(Beginning of RECORDS)
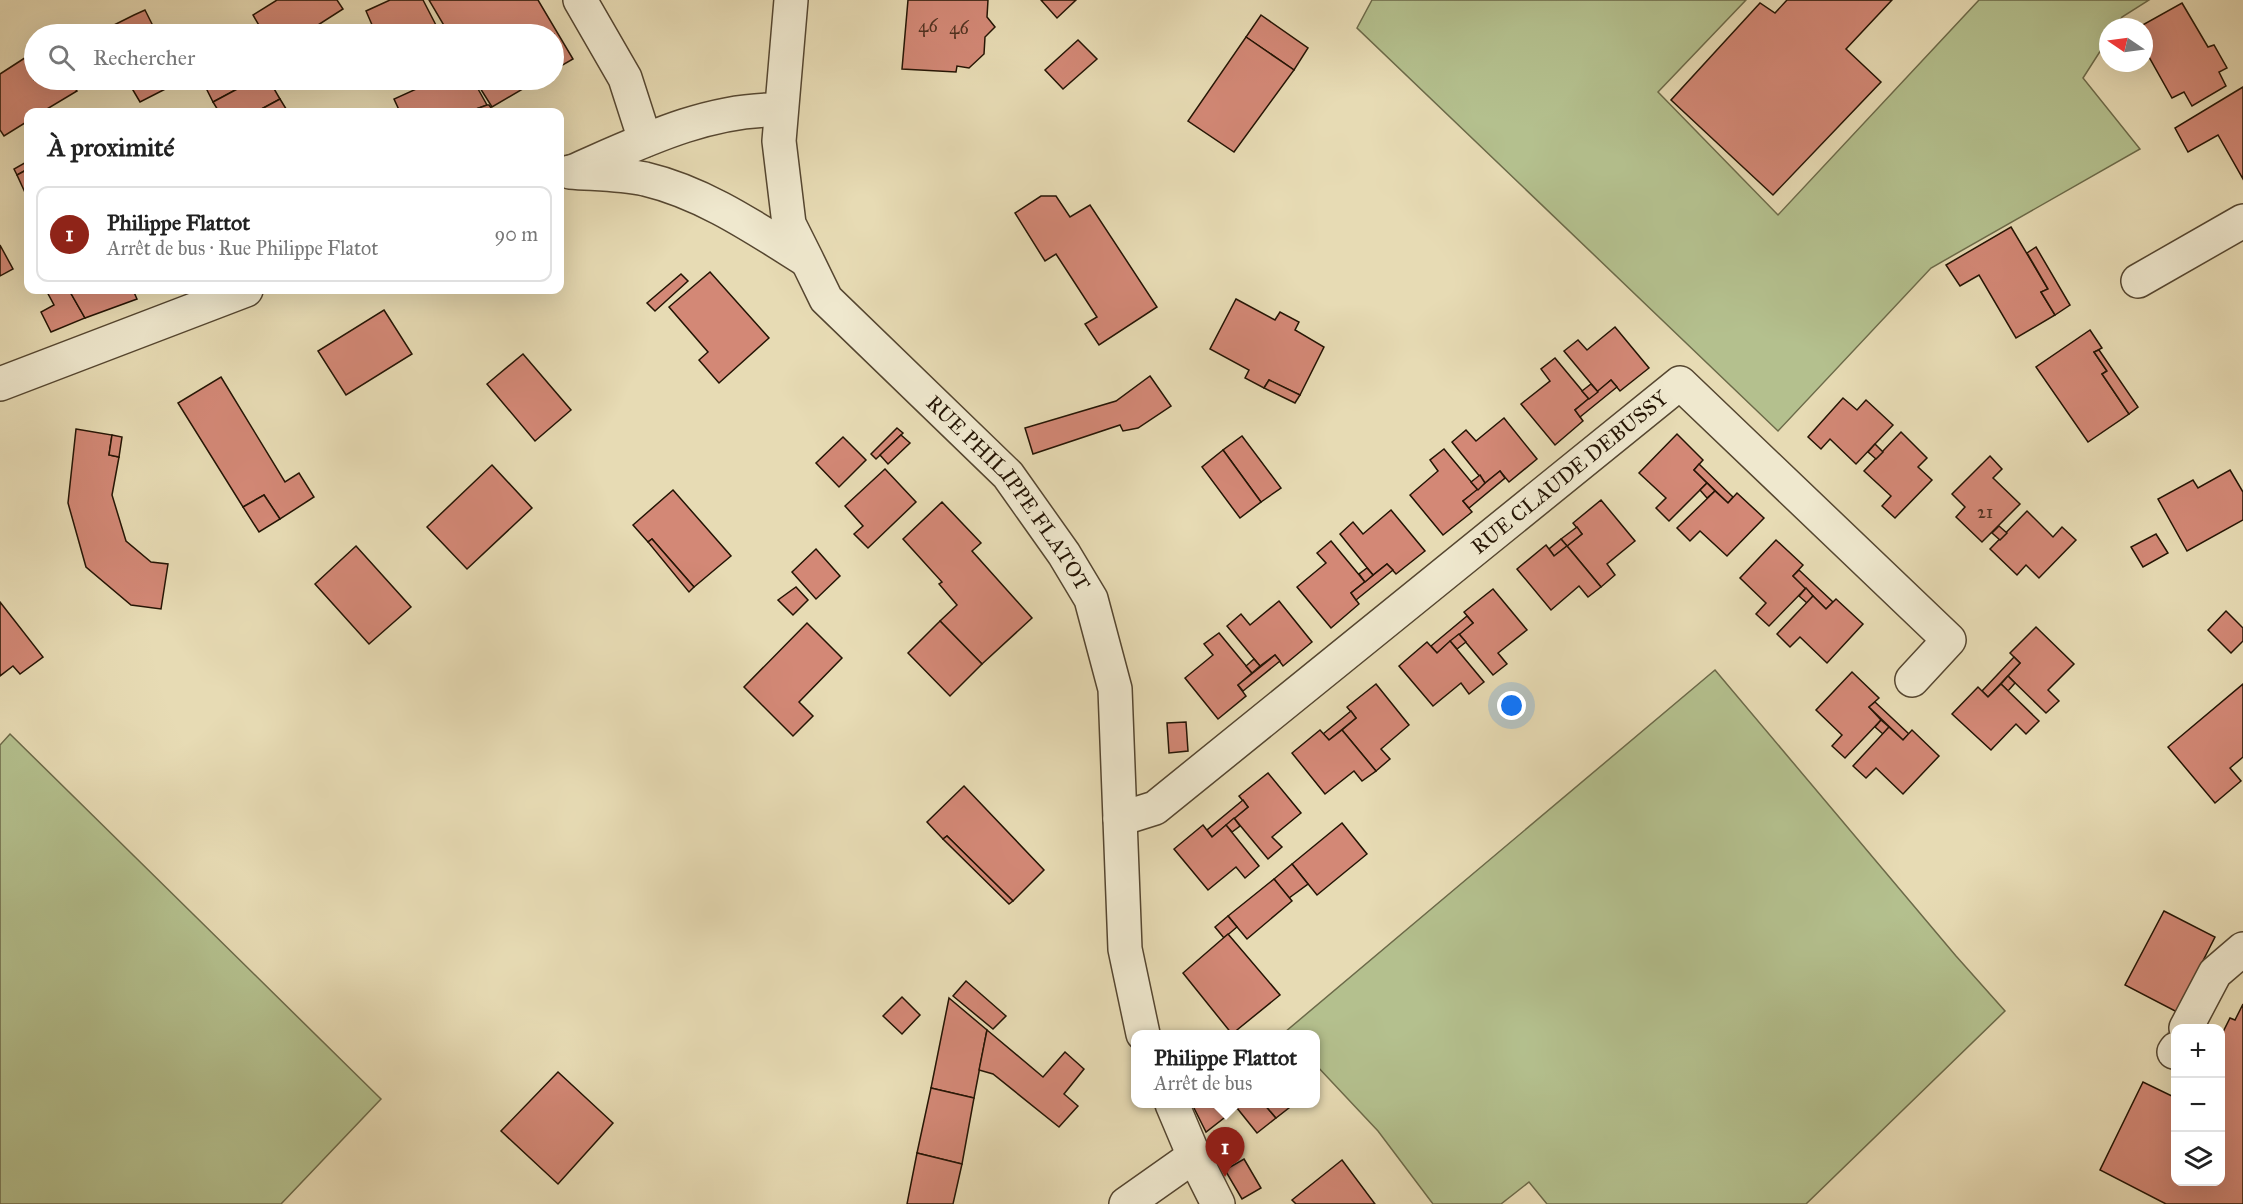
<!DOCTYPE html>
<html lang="fr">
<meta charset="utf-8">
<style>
:root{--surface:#fff;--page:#f6f6f6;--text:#222;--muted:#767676;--line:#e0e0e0;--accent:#8f2418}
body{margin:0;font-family:"IM FELL Great Primer",serif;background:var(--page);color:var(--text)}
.controls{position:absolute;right:18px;bottom:18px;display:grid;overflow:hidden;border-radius:12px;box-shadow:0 6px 24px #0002}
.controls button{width:54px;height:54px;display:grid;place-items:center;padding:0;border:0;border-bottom:2px solid var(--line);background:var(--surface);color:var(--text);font:30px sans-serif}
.compass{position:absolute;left:2099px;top:18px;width:54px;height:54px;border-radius:50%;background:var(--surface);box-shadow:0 6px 24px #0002;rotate:283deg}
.you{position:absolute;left:1512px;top:706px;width:21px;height:21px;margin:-15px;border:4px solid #fff;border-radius:50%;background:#1a73e8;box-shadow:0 0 0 9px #1a73e833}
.badge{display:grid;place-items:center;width:39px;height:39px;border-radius:50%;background:var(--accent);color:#fff;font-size:20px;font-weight:700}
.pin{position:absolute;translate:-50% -50px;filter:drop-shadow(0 2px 3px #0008)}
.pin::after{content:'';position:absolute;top:32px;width:21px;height:18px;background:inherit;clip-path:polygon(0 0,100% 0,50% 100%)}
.popup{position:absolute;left:1131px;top:1030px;width:189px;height:78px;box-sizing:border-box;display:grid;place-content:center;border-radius:12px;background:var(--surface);filter:drop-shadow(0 2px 4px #0005);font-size:20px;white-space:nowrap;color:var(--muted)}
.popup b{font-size:22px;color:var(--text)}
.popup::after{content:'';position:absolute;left:50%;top:100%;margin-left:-12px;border:12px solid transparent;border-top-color:var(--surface)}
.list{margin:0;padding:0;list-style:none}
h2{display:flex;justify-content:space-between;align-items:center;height:78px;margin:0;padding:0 24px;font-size:26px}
h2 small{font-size:20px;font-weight:400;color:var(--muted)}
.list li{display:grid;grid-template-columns:39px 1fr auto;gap:18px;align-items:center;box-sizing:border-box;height:96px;margin:0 12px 12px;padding:0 12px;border:2px solid var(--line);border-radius:12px}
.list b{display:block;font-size:22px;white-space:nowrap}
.list p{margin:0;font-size:20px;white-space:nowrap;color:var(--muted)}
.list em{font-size:20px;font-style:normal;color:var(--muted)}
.icon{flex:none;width:33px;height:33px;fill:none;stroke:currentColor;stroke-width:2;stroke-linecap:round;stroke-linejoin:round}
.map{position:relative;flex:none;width:2243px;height:1204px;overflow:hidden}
.search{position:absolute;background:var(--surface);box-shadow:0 6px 24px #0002;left:24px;top:24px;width:540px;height:66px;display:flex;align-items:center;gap:15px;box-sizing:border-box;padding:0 21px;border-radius:33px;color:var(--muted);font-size:22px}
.panel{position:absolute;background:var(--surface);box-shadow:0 6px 24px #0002;left:24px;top:108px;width:540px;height:186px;border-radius:12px}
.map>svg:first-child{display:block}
</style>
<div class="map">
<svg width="2243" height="1204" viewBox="0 0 2243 1204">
<rect width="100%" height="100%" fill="#e7dbb4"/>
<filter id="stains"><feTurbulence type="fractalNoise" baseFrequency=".00333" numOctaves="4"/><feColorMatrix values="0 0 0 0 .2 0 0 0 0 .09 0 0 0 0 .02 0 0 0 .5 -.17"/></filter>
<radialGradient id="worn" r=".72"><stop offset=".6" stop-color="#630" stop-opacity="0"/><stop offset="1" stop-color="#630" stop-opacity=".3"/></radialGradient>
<!-- green -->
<g fill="#b4c08e" stroke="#6c6a49" stroke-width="1.5">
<polygon points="1372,0 1746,0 1658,92 1778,215 1979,0 2149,0 2122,17 2116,27 2108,27 2108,39 2083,78 2140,149 1931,268 1778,431 1357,28"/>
<polygon points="1715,670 1956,956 2005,1011 1806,1204 1547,1204 1529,1182 1501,1204 1433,1204 1378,1131 1315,1064 1315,1034 1287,1034 1285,1032"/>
<polygon points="10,734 381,1099 281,1204 0,1204 0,745"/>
</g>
<!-- building -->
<g fill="#d38876" stroke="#241404" stroke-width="1.5">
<polygon points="277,0 337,0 343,9 304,34 264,34 253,15"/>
<polygon points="390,0 423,0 439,31 431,34 376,34 366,11"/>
<polygon points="429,0 538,0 573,59 554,70 554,34 449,34"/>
<polygon points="908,0 988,0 987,17 995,27 985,37 984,54 969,68 957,66 956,72 902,69"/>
<polygon points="1041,0 1076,0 1057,18"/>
<polygon points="1787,0 1892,0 1846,49 1881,82 1773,195 1671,100 1760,3 1775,13"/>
<polygon points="2182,3 2208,47 2214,45 2227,68 2219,72 2226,86 2192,106 2184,92 2172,98 2144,48 2144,27 2139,27"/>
<polygon points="145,10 157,34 98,33 134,15"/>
<polygon points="1261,15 1308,48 1294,70 1246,37"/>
<polygon points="1246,37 1294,70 1234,152 1188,121"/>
<polygon points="1078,40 1097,59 1063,89 1045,70"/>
<polygon points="34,52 34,80 69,80 77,91 42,112 28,112 28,121 4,136 0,130 0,74"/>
<polygon points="127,80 180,80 181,81 140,102"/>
<polygon points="202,80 254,80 213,102"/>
<polygon points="254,80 269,80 280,99 256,112 219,112 213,102"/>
<polygon points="436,80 473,80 487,105 468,112 400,112 394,99"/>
<polygon points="475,80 538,80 492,107"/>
<polygon points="2243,87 2243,179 2218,135 2188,152 2175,128"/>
<polygon points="280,99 288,112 256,112"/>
<polygon points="487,105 489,105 494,112 468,112"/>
<polygon points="28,161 28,169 17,175 14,169"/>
<polygon points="28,169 28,199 17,175"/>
<polygon points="1041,196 1056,196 1070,217 1090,205 1157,307 1099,345 1085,324 1097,317 1056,254 1045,261 1015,213"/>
<polygon points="2011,227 2048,289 2041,292 2055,315 2016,338 1979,275 1960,286 1946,265"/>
<polygon points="0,245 13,269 0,276"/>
<polygon points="2036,247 2070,305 2055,315 2041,292 2048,289 2027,253"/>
<polygon points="710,272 769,338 719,383 699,360 708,352 669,307"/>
<polygon points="681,274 688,281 655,311 647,303"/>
<polygon points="46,290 69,290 85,318 51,332 41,312 54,305"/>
<polygon points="69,290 133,290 137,299 85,318"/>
<polygon points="1236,299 1275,320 1280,312 1299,322 1295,330 1324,347 1300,395 1269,380 1264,388 1245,378 1249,370 1210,349"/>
<polygon points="384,310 412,354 346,395 318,351"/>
<polygon points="1615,327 1649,368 1620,391 1611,380 1598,392 1564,351 1578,340 1587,350"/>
<polygon points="2090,330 2102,348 2094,352 2107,371 2102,374 2129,414 2088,442 2036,367"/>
<polygon points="2099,350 2138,407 2129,414 2102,374 2107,371 2094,352"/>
<polygon points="523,354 571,410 535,441 487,384"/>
<polygon points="1555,358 1589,399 1575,410 1583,421 1555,445 1521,404 1550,381 1541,369"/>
<polygon points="1150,376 1171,406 1138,428 1123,431 1120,425 1033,454 1025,428 1116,401"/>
<polygon points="221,377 285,482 299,473 314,497 280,519 264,495 243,507 178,403"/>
<polygon points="1269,380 1300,395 1295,403 1264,388"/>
<polygon points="1611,380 1617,387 1580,417 1575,410"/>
<polygon points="1591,384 1598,392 1589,399 1582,391"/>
<polygon points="1843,398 1857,410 1866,400 1893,425 1856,464 1830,439 1821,449 1808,437"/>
<polygon points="1504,418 1537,459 1509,482 1500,471 1485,483 1452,442 1466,430 1476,441"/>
<polygon points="897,428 903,433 876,459 871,454"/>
<polygon points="76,429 112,435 109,455 119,457 112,495 126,541 151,562 168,564 161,609 131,605 86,567 68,503"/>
<polygon points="1901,432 1927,458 1918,467 1932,480 1895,518 1882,506 1891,496 1864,471"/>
<polygon points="1677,434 1703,460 1694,470 1707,483 1669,521 1656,508 1666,498 1639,473"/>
<polygon points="112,435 122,437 119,457 109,455"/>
<polygon points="901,435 910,443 888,464 880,455"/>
<polygon points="1242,436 1281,488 1261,502 1223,450"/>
<polygon points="843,437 866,460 839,487 816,463"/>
<polygon points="1875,444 1883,452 1876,459 1868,452"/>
<polygon points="1444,449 1478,490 1463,501 1472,512 1443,535 1410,495 1438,471 1430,460"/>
<polygon points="1223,450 1261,502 1240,518 1202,467"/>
<polygon points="1990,456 2002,469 1993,478 2020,504 1982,542 1956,517 1965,507 1952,494"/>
<polygon points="1699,464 1733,497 1728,503 1694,470"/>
<polygon points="492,465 532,508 467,569 427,527"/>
<polygon points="885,469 916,502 868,548 854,534 863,526 845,506"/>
<polygon points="2230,470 2243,492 2243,520 2187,551 2158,499 2193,480 2198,488"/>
<polygon points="1500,471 1505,478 1469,508 1463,501"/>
<polygon points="1480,475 1485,483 1478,490 1471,482"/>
<polygon points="1707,483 1715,491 1707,498 1700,490"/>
<polygon points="673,490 731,556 694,587 652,539 648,542 633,525"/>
<polygon points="1715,491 1728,503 1737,493 1764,518 1727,556 1700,531 1690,541 1677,528"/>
<polygon points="264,495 280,519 259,532 243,507"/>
<polygon points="1601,500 1635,541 1607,564 1615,575 1601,587 1567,546 1582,534 1573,523"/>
<polygon points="942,502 981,543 972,551 1032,618 982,664 940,621 957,605 939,584 942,582 903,539"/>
<polygon points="1391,510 1425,551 1396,574 1387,564 1373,575 1340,534 1353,522 1363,534"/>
<polygon points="2027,511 2053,537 2062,527 2076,540 2039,578 2026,565 2017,575 1990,549"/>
<polygon points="1999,526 2007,533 2000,540 1992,533"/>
<polygon points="1577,527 1582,534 1567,546 1561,539"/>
<polygon points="2156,534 2168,553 2143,567 2131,547"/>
<polygon points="652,539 694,587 689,592 648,542"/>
<polygon points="1561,539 1567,546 1554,556 1549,549"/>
<polygon points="1776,540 1803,565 1793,576 1806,588 1769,626 1756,614 1766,603 1740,578"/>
<polygon points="1331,541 1365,582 1351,593 1359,604 1331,628 1297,587 1326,563 1317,553"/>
<polygon points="1546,545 1554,556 1567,546 1601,587 1588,597 1579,586 1551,610 1517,569"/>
<polygon points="356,546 411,607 369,644 315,584"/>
<polygon points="816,549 840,576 816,599 792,572"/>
<polygon points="1387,564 1393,570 1356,600 1351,593"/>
<polygon points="1367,568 1373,575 1365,582 1359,574"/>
<polygon points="1799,570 1833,602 1826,609 1793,576"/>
<polygon points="796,587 808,600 793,615 778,600"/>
<polygon points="1806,588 1813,596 1807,603 1799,596"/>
<polygon points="1493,589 1527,630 1498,653 1507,664 1493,675 1459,634 1473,623 1464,612"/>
<polygon points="1813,596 1826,609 1836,599 1863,624 1827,663 1800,637 1790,647 1777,634"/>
<polygon points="1279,601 1312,642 1283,666 1275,655 1260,666 1227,626 1241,614 1250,625"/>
<polygon points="0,602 43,657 20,674 13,666 0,676"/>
<polygon points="2226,611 2243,628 2243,641 2231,653 2208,630"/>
<polygon points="1467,616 1473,623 1437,653 1431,646"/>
<polygon points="940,621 982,664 950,696 908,653"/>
<polygon points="807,623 842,658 799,702 813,716 793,736 744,687"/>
<polygon points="2036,627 2074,664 2048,690 2059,701 2046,713 2008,676 2020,663 2010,653"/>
<polygon points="1219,633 1252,673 1238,685 1246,696 1218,719 1185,678 1213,655 1204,644"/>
<polygon points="1459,634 1466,642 1457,649 1450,641"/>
<polygon points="1450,641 1484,682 1469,694 1461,683 1433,706 1399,666 1427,642 1437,653"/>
<polygon points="1275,655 1280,661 1243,691 1238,685"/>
<polygon points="2014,657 2020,663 1988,697 1982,691"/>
<polygon points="1254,659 1260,666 1252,673 1246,666"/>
<polygon points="1852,672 1879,698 1869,707 1881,720 1845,758 1832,746 1842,735 1816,710"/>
<polygon points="2008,676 2015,683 2008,691 2001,684"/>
<polygon points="1376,684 1409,725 1381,749 1390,759 1376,771 1342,730 1356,718 1347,707"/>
<polygon points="2001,684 2039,721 2026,734 2016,724 1991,750 1952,714 1978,687 1988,697"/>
<polygon points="2243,684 2243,757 2230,768 2241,781 2215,803 2168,747"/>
<polygon points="1875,702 1909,734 1903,740 1869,707"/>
<polygon points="1351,711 1356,718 1329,740 1323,734"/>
<polygon points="1881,720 1889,727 1883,734 1875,727"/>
<polygon points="1186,722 1188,751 1169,753 1167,723"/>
<polygon points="1889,727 1903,740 1912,730 1939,756 1903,794 1876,768 1866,778 1853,766"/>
<polygon points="1320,730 1329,740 1342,730 1376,771 1362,781 1354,771 1325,794 1292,753"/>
<polygon points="1268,773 1301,813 1272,837 1282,847 1268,859 1234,818 1248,807 1239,796"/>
<polygon points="964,786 1044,870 1013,901 947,836 943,839 927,822"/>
<polygon points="1243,800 1248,807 1212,837 1207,830"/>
<polygon points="1234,818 1240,826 1232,832 1226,825"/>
<polygon points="1342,823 1367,854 1317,895 1292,864"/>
<polygon points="1203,825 1212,837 1226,825 1259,866 1245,878 1236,867 1208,890 1174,849"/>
<polygon points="947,836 1013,901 1009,904 943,839"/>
<polygon points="1292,864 1308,884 1289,898 1274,879"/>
<polygon points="1274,879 1292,901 1247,939 1228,916"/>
<polygon points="2164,911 2215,937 2177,1012 2125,985"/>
<polygon points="1228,916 1237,927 1224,938 1215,927"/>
<polygon points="1228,934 1280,995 1232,1034 1183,973"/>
<polygon points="966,981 1006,1016 993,1029 953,996"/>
<polygon points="902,997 920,1015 902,1034 883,1016"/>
<polygon points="949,998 987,1030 974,1098 931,1088"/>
<polygon points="2243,1004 2243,1204 2166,1204 2100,1170 2143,1082 2176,1098 2176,1182 2220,1182 2220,1038 2230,1018 2235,1020"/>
<polygon points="987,1030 1043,1077 1065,1052 1084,1069 1064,1094 1078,1106 1059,1127 993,1074 979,1070"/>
<polygon points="558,1072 613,1123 558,1184 501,1131"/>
<polygon points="931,1088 974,1098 962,1164 917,1153"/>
<polygon points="1196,1104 1242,1104 1206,1132 1193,1106"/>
<polygon points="1242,1104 1264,1104 1276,1118 1257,1133 1237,1108"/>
<polygon points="1264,1104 1294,1104 1276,1118"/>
<polygon points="917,1153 962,1164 953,1204 907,1204"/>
<polygon points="1244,1159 1261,1188 1242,1199 1225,1170"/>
<polygon points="1342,1160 1375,1204 1296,1204 1292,1200"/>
</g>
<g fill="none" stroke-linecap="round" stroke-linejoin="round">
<!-- minor casing -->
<g stroke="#554630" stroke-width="36">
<g id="minor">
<polyline points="580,0 625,78 645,140"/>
<path id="s1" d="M791 0 779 141 789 224 807 260 826 299 1008 475 1064 554 1091 599 1115 689 1125 949 1143 1034"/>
<path d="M574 171C638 143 708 108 780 110"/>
<path d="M570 172C595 174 621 174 645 179 704 193 755 228 806 260"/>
<polyline points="2138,281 2243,221"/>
<polyline points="0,384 246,290"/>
<path id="s2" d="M1120 819 1155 808 1680 383 1949 640 1912 680"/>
<polyline points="2186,1028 2215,973 2243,949"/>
<polyline points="2174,1052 2176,1049"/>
<polyline points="1172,1104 1194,1156 1218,1204"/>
<polyline points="1126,1204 1194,1156"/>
</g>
</g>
<!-- minor -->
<use href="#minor" stroke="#efe8ce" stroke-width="33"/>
</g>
<g text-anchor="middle" stroke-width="4.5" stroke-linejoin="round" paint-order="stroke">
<!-- number labels -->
<g font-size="18" fill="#503120">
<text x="928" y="32">46</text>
<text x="959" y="34">46</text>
<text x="1985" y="518">21</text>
</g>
<!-- street labels -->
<g font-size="21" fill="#241404" stroke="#efe8ce">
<text dy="7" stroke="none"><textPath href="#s2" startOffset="570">RUE CLAUDE DEBUSSY</textPath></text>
<text dy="7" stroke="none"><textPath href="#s1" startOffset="576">RUE PHILIPPE FLATOT</textPath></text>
</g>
</g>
<rect width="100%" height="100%" filter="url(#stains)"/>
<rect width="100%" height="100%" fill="url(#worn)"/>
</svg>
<div class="controls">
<button>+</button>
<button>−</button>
<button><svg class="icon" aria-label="layers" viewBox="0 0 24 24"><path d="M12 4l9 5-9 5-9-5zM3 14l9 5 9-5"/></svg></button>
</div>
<svg class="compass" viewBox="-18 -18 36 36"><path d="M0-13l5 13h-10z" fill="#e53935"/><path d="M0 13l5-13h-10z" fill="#767676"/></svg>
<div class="you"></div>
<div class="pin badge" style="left:1225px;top:1177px">1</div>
<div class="popup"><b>Philippe Flattot</b>Arrêt de bus</div>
<div class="search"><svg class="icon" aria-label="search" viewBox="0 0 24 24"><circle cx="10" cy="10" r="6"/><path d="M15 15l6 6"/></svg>Rechercher</div>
<section class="panel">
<h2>À proximité<small></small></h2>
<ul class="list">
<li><span class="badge">1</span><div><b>Philippe Flattot</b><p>Arrêt de bus · Rue Philippe Flatot</p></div><em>90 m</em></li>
</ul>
</section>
</div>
(End of RECORDS)
▶ [WHAT IS NEEDED]: In the data, find how many lines hold the string "drop", and answer with the number only.

▶ [ANSWER TO THE EXERCISE]: 2